(SNN) Let me start with the biggest downer about the last David Letterman Late Show. Someone should have warned us the show would run long. Many fans are left with DVRs that stopped with 18 unrecorded minutes of the hour and eighteen minute-long last "Late Show." This now becomes the second most famous 18-minute gap in American history.
On to the good stuff. Classy exit, funny to the last. Just the right tone. Great highlight reel of Dave with children. (Art Linketter wishes he was that good with kids.) Heavy on the funny, light on the mawkish--something that fits Dave to a tee.
There were two obvious moments for the ages—the Presidential goodbye (“Our long National Nightmare is over,”) and the final Top Ten List peopled with celebrities.
Not Just Fighting Foo
I really liked the story about the Foo Fighters, the last band ever to play The Late Show. As it turns out they hadn’t been spending all their free time fighting Foo, as Dave has often claimed. The band sometimes toured South America. When Dave asked to have the band perform on his first show after his quintuple bypass surgery in 2000, they had a conflict; they were touring South America. So they obviously couldn’t do his show, right? Wrong. The Foo Fighters cancelled the South America tour and were there for Dave.
I don’t pretend to understand what resides in the deepest recesses of Dave’s mind, but whatever brought about his comedic genius came at great personal cost. Dave doesn’t do people well, its been said again and again. You don’t have to be a psychologist to know there has been enormous self-doubt—even by comedian standards—throughout his career.
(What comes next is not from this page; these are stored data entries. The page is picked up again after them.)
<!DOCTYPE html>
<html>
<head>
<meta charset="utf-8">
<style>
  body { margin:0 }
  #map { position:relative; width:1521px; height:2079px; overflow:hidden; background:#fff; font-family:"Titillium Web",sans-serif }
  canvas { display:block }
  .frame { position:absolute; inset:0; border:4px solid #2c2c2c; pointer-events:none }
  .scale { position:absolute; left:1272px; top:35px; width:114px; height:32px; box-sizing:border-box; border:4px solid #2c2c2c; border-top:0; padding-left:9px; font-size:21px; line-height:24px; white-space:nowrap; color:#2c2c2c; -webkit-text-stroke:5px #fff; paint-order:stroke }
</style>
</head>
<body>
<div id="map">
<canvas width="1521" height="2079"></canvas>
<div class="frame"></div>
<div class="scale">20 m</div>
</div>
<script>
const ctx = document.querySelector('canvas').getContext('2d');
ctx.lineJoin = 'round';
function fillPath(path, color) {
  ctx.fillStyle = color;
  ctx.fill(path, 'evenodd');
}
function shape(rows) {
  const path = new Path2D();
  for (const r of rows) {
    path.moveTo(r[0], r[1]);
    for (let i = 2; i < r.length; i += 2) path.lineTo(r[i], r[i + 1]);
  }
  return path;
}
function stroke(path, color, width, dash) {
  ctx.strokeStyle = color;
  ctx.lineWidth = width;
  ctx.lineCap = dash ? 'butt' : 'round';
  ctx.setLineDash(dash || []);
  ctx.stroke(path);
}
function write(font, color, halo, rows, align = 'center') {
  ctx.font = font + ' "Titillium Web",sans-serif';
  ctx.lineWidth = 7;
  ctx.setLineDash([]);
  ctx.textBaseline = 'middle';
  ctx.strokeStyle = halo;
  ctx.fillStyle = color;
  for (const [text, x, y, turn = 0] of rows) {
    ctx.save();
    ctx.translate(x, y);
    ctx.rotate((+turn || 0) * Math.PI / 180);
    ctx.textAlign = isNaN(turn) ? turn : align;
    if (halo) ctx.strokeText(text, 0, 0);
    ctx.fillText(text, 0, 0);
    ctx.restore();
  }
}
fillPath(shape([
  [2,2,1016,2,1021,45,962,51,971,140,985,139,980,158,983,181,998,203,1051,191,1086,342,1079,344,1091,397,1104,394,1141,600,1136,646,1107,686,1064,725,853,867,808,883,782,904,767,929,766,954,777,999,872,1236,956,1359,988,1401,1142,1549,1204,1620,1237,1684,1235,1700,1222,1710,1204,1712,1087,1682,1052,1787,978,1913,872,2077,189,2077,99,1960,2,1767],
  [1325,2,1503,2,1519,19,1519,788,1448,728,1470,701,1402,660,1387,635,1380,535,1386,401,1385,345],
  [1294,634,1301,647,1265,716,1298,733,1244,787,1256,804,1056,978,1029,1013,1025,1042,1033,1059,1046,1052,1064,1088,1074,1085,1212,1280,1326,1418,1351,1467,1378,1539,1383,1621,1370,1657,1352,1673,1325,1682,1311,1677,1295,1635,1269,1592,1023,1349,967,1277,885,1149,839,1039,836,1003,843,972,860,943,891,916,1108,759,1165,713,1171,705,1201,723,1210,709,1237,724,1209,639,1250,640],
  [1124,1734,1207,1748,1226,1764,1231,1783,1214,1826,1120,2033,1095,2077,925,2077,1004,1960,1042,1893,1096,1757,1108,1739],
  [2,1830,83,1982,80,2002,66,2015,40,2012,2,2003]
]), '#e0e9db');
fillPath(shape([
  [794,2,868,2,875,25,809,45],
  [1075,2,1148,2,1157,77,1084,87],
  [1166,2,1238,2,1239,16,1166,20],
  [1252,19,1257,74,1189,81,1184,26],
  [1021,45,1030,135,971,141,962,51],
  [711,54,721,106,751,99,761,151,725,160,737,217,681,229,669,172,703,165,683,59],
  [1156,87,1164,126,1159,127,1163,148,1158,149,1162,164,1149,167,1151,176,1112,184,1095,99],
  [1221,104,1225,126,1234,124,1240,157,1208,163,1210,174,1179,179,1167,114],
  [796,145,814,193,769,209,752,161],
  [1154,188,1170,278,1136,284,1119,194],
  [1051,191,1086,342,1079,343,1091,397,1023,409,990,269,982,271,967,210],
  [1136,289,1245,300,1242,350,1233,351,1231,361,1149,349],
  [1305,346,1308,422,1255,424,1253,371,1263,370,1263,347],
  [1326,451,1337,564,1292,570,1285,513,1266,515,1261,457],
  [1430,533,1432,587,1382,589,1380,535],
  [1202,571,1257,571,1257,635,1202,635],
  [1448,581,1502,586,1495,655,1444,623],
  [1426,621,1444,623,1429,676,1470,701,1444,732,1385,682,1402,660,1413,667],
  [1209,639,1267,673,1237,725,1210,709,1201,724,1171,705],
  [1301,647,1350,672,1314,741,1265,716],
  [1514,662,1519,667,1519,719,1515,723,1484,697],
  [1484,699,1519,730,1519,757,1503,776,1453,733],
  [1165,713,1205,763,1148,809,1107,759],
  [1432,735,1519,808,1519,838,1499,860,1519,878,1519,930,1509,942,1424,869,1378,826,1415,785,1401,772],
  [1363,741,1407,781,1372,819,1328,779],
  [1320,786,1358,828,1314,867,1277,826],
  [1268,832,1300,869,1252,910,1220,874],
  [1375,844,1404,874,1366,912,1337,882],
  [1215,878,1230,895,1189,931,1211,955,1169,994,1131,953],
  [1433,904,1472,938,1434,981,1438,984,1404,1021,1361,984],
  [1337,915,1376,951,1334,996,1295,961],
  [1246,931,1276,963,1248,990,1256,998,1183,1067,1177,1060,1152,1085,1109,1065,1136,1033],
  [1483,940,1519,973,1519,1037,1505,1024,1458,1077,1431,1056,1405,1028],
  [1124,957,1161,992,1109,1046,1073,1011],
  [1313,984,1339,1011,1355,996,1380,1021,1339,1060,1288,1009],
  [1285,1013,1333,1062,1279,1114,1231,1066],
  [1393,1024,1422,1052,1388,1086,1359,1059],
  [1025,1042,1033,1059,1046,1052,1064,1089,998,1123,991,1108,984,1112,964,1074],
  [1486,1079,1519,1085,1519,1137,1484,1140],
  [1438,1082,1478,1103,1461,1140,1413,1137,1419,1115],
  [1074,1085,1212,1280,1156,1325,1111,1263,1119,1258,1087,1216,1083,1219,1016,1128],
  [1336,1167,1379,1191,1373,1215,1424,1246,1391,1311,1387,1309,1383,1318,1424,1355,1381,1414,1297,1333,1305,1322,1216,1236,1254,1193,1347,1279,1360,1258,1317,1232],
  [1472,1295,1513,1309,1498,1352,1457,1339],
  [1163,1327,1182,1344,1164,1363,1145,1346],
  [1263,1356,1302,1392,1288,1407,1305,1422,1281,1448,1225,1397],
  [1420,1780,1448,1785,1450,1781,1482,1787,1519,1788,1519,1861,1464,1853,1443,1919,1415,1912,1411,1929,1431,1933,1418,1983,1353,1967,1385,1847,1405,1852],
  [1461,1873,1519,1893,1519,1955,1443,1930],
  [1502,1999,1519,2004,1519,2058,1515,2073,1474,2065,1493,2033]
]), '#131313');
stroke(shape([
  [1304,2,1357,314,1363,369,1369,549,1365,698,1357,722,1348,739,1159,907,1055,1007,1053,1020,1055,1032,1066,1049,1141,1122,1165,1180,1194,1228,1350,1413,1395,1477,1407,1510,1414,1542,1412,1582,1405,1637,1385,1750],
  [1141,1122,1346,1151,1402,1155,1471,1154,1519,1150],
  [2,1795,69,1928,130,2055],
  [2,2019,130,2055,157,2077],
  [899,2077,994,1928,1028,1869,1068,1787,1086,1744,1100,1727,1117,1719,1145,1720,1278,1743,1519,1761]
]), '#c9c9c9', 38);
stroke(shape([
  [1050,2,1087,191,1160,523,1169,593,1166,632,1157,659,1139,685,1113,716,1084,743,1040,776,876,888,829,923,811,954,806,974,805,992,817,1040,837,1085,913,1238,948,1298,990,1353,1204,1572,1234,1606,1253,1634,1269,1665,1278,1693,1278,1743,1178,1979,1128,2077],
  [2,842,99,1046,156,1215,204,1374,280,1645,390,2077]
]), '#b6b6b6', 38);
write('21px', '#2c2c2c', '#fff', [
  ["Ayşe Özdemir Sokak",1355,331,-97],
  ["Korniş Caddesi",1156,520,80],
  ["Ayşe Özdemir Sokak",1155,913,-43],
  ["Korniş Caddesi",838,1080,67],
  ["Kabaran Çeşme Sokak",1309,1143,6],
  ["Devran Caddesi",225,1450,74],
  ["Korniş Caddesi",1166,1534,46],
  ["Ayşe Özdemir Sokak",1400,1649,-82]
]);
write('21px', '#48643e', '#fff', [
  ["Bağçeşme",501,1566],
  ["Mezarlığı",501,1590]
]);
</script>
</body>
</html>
As the farewell shows went forward, particularly over the last few weeks, you could see a change in his demeanor. The first gushes of thanks and adoration were met with predictable embarrassment on Letterman’s part. But you could see the resistance wear down. So many stars said so many good and loving things about him, he appeared to consider the possibility that he wasn’t as bad as he thought he was.
By the last night, he seemed—if not a new person—at least a man who’d had his career validated by those who know what the hell they are talking about. The praise came from people he admired, friends and celebrities he respected. They couldn’t all be wrong, could they?
The Moment of Triumph
And then, last night, there was one instant on the show when I felt Dave would be okay and would enter this phase of his life well fortified for success.
Call me a sentimental old fool, and you wouldn’t be the first, but the great emancipating moment, the instant when I was willing to forgive Dave for abandoning us, the moment when I realized the long goodbye threw Dave’s sense of self-worth an incomparable going away party, was easy to miss. It came shortly after he introduced his wife Regina, and his son, Harry, in the audience. As the ovation rose, the smile that creased Letterman’s face showed the kind of unrestrained joy we rarely saw from this famously private and grumpy entertainer.
There was love in that expression and, I suspect, a sense of triumph. After Dave had embarrassed his wife years ago by cheating on her, he famously admitted his failure on air. In his statement of apology he said he had “his work cut out for him” trying to repair the damages.
That look suggested that for all his self-contempt over failures real or psychological in other areas of his life, he had triumphed in his attempt to save his family.
I hope so. He spent 35 years entertaining us; if ever a happy show business retirement was earned, his has been.
Doesn’t mean we won’t miss the Hell out of you, big guy.